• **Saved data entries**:
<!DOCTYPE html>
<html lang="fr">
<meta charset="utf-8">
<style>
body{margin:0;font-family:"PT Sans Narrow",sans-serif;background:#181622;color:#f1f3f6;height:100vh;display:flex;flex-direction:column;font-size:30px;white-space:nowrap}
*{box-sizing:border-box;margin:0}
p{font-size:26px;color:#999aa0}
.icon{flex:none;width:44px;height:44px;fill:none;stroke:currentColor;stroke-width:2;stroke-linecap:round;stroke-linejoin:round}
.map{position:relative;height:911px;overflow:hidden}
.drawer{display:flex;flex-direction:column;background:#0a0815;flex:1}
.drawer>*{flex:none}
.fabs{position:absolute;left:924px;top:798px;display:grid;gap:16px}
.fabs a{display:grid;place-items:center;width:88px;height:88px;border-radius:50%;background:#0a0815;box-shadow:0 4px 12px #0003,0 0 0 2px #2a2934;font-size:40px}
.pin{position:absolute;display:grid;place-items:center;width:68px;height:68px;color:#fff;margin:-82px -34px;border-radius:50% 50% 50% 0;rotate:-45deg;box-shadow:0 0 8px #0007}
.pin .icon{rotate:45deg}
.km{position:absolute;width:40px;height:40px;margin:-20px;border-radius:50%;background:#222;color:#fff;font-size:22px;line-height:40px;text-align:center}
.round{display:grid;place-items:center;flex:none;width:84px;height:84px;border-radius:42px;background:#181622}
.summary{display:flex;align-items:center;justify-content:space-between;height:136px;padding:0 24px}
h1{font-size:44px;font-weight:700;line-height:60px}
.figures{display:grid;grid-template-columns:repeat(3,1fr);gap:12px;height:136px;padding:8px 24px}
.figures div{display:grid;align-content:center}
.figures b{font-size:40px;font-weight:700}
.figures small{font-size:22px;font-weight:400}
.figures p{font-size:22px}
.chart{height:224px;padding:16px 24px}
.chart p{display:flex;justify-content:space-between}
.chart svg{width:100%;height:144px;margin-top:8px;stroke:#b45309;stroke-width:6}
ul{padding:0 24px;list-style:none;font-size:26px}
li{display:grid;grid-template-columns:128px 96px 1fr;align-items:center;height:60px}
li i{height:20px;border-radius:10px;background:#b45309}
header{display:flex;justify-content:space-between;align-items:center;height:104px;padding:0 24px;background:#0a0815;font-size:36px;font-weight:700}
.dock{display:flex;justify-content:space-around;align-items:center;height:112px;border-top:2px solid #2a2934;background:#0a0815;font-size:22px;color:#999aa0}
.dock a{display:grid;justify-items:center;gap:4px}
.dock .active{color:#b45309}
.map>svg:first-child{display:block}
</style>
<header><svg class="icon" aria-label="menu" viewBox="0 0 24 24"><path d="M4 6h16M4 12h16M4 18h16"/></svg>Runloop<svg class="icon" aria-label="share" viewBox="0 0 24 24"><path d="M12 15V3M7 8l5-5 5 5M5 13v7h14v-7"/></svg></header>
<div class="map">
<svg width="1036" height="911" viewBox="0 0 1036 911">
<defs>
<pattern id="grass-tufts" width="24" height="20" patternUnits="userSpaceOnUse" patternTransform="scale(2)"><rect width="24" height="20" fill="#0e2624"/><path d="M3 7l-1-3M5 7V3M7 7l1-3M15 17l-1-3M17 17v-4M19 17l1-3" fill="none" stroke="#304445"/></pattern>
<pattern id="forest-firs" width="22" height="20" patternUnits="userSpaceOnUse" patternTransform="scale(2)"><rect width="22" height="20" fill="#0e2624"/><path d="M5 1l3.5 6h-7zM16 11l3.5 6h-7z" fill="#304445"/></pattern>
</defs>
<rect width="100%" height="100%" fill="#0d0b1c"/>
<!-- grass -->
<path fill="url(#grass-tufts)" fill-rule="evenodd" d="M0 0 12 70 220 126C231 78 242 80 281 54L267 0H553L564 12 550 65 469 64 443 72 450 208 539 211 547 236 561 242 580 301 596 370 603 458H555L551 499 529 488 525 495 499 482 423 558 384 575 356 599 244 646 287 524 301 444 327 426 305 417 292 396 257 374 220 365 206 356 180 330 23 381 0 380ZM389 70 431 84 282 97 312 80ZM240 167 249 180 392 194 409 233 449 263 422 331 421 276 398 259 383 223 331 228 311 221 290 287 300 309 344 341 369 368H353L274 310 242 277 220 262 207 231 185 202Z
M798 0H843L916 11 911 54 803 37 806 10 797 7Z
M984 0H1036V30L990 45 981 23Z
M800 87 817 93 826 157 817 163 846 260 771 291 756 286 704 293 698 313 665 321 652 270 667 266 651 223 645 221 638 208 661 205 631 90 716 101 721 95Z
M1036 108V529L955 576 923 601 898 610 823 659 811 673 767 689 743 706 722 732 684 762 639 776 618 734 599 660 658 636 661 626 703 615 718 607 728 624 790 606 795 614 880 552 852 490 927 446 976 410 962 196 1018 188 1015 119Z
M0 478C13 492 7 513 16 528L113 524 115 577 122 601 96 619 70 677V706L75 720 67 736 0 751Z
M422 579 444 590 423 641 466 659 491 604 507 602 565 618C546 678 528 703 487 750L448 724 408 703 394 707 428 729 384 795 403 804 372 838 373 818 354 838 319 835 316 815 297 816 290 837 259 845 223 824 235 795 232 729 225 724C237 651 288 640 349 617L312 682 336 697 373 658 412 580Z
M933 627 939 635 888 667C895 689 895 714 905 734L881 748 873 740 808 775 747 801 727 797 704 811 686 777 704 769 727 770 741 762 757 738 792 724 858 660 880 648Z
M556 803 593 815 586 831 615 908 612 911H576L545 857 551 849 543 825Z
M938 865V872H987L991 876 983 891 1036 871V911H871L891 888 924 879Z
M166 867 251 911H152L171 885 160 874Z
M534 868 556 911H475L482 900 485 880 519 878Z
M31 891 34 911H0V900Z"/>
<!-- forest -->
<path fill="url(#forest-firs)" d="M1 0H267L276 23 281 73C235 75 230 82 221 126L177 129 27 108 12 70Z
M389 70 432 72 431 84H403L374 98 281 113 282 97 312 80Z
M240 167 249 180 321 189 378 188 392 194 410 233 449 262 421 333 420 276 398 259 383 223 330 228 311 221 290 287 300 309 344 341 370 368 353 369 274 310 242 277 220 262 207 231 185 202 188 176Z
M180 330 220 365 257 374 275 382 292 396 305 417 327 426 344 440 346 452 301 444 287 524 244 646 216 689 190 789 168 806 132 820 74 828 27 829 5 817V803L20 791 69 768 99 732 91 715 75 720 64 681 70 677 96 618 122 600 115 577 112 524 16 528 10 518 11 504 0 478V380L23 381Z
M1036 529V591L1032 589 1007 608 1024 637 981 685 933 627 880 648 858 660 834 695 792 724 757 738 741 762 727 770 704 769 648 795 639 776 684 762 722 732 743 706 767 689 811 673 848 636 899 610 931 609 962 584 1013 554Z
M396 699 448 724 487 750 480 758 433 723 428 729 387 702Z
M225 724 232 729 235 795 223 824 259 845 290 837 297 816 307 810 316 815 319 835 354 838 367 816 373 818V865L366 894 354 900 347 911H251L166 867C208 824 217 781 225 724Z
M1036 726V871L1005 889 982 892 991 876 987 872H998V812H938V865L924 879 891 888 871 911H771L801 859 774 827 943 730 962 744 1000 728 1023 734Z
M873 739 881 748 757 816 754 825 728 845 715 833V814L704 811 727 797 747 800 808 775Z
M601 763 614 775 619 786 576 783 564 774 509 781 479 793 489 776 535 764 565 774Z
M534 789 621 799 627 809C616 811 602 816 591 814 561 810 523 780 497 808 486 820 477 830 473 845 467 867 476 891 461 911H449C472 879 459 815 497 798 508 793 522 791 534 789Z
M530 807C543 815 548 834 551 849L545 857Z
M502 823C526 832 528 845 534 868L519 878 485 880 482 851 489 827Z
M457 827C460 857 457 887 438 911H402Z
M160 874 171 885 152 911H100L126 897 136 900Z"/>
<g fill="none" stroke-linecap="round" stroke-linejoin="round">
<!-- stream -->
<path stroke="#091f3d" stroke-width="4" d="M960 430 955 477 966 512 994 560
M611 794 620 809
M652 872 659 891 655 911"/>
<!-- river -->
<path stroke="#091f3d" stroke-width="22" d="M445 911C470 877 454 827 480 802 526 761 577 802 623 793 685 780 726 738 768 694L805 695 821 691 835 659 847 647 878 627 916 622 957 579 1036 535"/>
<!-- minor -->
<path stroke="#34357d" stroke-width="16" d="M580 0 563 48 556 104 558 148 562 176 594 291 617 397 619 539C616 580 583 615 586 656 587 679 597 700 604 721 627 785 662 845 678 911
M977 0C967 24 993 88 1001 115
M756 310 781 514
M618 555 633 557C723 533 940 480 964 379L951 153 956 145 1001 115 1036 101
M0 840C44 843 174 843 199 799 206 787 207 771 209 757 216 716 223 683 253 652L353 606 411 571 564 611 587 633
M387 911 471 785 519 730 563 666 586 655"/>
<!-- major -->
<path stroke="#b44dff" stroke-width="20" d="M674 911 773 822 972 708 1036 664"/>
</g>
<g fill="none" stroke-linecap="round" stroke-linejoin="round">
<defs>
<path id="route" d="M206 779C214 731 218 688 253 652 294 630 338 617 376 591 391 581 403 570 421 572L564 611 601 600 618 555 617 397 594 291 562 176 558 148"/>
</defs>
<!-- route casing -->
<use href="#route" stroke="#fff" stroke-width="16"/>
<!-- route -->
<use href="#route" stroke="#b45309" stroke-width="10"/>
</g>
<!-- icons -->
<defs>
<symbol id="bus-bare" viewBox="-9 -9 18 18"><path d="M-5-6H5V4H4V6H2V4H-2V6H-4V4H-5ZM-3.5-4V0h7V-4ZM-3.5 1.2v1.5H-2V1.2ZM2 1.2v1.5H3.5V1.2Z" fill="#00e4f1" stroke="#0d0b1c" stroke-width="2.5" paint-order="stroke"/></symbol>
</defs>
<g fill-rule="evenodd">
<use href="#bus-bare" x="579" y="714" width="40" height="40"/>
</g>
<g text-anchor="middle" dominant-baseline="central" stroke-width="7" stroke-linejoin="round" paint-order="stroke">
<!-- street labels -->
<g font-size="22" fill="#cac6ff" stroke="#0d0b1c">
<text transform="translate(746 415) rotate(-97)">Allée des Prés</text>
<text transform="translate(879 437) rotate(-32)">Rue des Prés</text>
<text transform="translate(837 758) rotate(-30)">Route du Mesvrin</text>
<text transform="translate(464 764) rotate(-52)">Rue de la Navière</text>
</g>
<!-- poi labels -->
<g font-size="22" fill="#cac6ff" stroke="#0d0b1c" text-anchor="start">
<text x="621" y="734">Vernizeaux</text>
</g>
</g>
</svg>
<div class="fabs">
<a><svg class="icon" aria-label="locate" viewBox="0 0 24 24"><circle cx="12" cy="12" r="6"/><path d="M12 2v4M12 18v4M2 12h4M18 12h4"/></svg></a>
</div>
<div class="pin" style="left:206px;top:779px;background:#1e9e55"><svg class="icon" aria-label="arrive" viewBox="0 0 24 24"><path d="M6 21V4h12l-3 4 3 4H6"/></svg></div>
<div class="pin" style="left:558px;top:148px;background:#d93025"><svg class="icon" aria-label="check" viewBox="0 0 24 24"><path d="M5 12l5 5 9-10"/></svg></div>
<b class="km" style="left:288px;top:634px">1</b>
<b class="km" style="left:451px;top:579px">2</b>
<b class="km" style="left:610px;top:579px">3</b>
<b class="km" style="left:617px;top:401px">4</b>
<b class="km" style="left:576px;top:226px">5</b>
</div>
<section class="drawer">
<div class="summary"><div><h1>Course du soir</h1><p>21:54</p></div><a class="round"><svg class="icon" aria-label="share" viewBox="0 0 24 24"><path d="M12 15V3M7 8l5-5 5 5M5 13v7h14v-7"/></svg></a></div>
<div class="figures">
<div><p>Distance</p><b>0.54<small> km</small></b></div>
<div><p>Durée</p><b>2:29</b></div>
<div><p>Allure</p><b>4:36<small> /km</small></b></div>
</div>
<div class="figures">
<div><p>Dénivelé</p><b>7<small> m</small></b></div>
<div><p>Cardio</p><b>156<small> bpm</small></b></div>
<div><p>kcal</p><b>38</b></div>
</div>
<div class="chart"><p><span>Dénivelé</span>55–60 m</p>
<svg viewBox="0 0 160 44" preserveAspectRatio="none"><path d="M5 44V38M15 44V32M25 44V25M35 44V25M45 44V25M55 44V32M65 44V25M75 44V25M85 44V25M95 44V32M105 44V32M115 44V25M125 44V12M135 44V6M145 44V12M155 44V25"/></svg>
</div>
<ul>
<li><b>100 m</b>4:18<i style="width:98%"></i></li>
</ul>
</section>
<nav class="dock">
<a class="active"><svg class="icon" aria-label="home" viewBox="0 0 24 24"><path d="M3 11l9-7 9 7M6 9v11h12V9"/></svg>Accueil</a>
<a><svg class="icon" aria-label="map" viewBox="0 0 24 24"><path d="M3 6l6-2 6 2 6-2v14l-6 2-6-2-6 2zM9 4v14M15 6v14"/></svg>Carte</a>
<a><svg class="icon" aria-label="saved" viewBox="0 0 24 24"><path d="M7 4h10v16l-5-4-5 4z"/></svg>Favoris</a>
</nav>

• **REQUIREMENT**: Please go through the data above and copy each line that has the word "shadow".

• **SOLUTION**:
.fabs a{display:grid;place-items:center;width:88px;height:88px;border-radius:50%;background:#0a0815;box-shadow:0 4px 12px #0003,0 0 0 2px #2a2934;font-size:40px}
.pin{position:absolute;display:grid;place-items:center;width:68px;height:68px;color:#fff;margin:-82px -34px;border-radius:50% 50% 50% 0;rotate:-45deg;box-shadow:0 0 8px #0007}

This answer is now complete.